The cells were harvested, fixed in chilled 70% ethanol, treated with RNase A (100 μg/ml RNase) for 15 min at 37 °C and stained with propidium iodine (PI) (10 μg/ml PI) as described35. Data acquisition and analysis was carried out using a flow cytometry. Data analysis was performed with CellQuestPro software (BD Biosciences, Milan, Italy).

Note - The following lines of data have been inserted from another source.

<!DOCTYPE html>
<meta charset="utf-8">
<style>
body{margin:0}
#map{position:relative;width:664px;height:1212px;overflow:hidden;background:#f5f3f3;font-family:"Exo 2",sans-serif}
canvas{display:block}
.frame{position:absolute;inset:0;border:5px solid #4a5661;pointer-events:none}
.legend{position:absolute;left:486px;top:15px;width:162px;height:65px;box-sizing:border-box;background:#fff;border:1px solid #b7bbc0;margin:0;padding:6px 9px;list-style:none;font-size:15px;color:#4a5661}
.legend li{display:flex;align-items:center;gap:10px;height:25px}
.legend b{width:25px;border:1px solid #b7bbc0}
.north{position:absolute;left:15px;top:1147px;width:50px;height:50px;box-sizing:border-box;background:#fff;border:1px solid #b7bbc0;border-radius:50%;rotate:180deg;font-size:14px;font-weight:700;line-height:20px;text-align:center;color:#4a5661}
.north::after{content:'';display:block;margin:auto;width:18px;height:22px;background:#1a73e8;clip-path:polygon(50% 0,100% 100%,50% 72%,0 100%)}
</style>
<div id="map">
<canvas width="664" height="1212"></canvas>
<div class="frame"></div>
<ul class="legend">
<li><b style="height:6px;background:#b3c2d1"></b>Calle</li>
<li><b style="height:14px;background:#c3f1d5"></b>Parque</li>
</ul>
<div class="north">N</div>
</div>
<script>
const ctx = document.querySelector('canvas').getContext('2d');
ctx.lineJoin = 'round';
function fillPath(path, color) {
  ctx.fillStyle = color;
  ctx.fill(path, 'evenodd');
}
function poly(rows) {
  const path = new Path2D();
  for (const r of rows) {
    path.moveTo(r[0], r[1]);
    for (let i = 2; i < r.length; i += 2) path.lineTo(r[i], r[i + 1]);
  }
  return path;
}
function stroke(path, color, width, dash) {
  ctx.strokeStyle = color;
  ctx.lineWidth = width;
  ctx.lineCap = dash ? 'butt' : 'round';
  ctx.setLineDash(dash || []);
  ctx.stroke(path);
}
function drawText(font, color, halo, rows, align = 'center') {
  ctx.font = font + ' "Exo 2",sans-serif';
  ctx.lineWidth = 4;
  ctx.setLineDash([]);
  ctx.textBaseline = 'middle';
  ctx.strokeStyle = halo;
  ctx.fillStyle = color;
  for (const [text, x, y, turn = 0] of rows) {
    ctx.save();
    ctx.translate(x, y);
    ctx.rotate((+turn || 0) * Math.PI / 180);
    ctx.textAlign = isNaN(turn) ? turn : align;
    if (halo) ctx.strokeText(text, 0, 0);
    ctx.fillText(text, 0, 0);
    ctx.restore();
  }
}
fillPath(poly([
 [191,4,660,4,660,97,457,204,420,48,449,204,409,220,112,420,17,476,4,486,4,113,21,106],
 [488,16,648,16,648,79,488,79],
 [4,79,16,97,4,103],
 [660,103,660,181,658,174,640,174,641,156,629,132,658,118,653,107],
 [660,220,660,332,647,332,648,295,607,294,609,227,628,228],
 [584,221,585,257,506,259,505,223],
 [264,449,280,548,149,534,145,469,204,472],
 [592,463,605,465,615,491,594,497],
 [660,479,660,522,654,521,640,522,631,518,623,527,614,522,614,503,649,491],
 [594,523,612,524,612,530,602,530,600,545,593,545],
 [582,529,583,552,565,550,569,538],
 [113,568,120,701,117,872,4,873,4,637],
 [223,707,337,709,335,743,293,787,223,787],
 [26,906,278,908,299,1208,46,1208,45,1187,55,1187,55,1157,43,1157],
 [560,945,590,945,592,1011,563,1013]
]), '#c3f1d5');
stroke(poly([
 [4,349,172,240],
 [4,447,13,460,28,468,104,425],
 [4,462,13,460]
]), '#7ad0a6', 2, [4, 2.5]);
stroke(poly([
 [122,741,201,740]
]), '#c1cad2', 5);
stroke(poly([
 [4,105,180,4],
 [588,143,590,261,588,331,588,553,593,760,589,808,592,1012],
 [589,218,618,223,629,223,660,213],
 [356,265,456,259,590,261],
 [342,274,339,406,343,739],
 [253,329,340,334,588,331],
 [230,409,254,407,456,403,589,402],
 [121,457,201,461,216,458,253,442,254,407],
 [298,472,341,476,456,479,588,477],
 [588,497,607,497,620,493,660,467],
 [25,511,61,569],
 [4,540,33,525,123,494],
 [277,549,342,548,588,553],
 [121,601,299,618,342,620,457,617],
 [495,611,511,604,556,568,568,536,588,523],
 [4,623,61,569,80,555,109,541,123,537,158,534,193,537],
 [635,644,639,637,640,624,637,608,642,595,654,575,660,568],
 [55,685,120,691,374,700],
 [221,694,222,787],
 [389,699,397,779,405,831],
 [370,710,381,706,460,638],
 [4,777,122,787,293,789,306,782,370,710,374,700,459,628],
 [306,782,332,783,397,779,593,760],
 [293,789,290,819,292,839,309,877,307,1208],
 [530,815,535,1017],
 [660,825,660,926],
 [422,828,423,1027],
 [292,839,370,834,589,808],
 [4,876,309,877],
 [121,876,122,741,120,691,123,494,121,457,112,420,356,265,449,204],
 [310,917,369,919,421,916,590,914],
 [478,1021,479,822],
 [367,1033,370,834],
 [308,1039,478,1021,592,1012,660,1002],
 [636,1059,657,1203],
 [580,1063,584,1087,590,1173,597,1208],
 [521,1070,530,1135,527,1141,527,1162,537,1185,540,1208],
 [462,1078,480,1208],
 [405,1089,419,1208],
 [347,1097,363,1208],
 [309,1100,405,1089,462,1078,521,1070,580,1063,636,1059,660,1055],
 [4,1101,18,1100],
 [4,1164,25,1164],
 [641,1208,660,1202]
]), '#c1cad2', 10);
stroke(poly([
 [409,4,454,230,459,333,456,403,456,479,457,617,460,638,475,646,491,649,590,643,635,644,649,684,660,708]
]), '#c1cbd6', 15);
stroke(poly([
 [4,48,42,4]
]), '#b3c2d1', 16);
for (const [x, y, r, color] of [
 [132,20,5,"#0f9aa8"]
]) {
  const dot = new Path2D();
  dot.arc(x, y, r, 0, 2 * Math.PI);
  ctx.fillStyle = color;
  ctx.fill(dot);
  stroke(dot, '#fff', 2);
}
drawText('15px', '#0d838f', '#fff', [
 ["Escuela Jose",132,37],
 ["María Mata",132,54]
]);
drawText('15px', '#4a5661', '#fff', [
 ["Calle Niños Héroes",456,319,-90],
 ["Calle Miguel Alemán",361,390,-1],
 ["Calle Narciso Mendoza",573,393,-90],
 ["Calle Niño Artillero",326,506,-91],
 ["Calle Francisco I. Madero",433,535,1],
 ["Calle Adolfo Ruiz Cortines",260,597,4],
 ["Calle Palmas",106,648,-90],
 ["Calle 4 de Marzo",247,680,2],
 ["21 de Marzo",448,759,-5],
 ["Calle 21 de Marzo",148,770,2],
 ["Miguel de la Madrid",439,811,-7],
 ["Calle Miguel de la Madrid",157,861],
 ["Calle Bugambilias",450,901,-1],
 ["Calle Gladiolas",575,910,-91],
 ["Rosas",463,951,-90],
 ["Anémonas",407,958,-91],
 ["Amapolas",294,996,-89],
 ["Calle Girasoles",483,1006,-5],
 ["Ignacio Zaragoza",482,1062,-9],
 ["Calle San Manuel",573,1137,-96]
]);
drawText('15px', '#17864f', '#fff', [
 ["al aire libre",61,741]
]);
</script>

Immunofluorescence and DNS assay

DAOY MB cells were cultured on glass coverslips (chamber 8) and transfected with the indicated plasmids. After 24 h, cells were fixed, permeabilized and stained, as described36. Antibodies were as follows: mouse anti-HA (MMS-101R; Covance, NJ, USA) to identify KCASH2-HA and rabbit anti-Flag (F7425; Sigma) to identify KCTD15-Flag; rabbit anti-ARL13B (17711-1-AP, Proteintech, Rosemont, USA) to stain the cilia. Specific signals were revealed by AlexaFluor 488 (A11001) and 594 (A21203) secondary antibodies, respectively (Life Technologies). The nuclei were counterstained with Hoechst 33342 (U0334; Abnova, Germany). For DNS assay, DAOY cells were cultured and transfected with indicated plasmids. After 48 h, cells were incubated with propidium iodide (10 μM, Sigma P4864, PI) and Hoechst 33342 (10 μM) for 10 min, as described27. Images were acquired on a LEICA DM 2000 microscope.

Statistical analysis

For all luciferase, QPCR, MTT, proliferation, and apoptotic assays, colony formation assay experiments, the P values were determined using Student’s t-test and statistical significance was set at P < 0.05 or P < 0.01. Data were assumed to have normal distribution. Results are expressed as mean ± S.D. P values for MB samples was calculated by Mann Whitney test. All experiments presented were representative of at least five biological replicas, except when specifically indicated. Correlation analysis was measured using GraphPad Prism 6 software (La Jolla, CA, USA), as previously described37.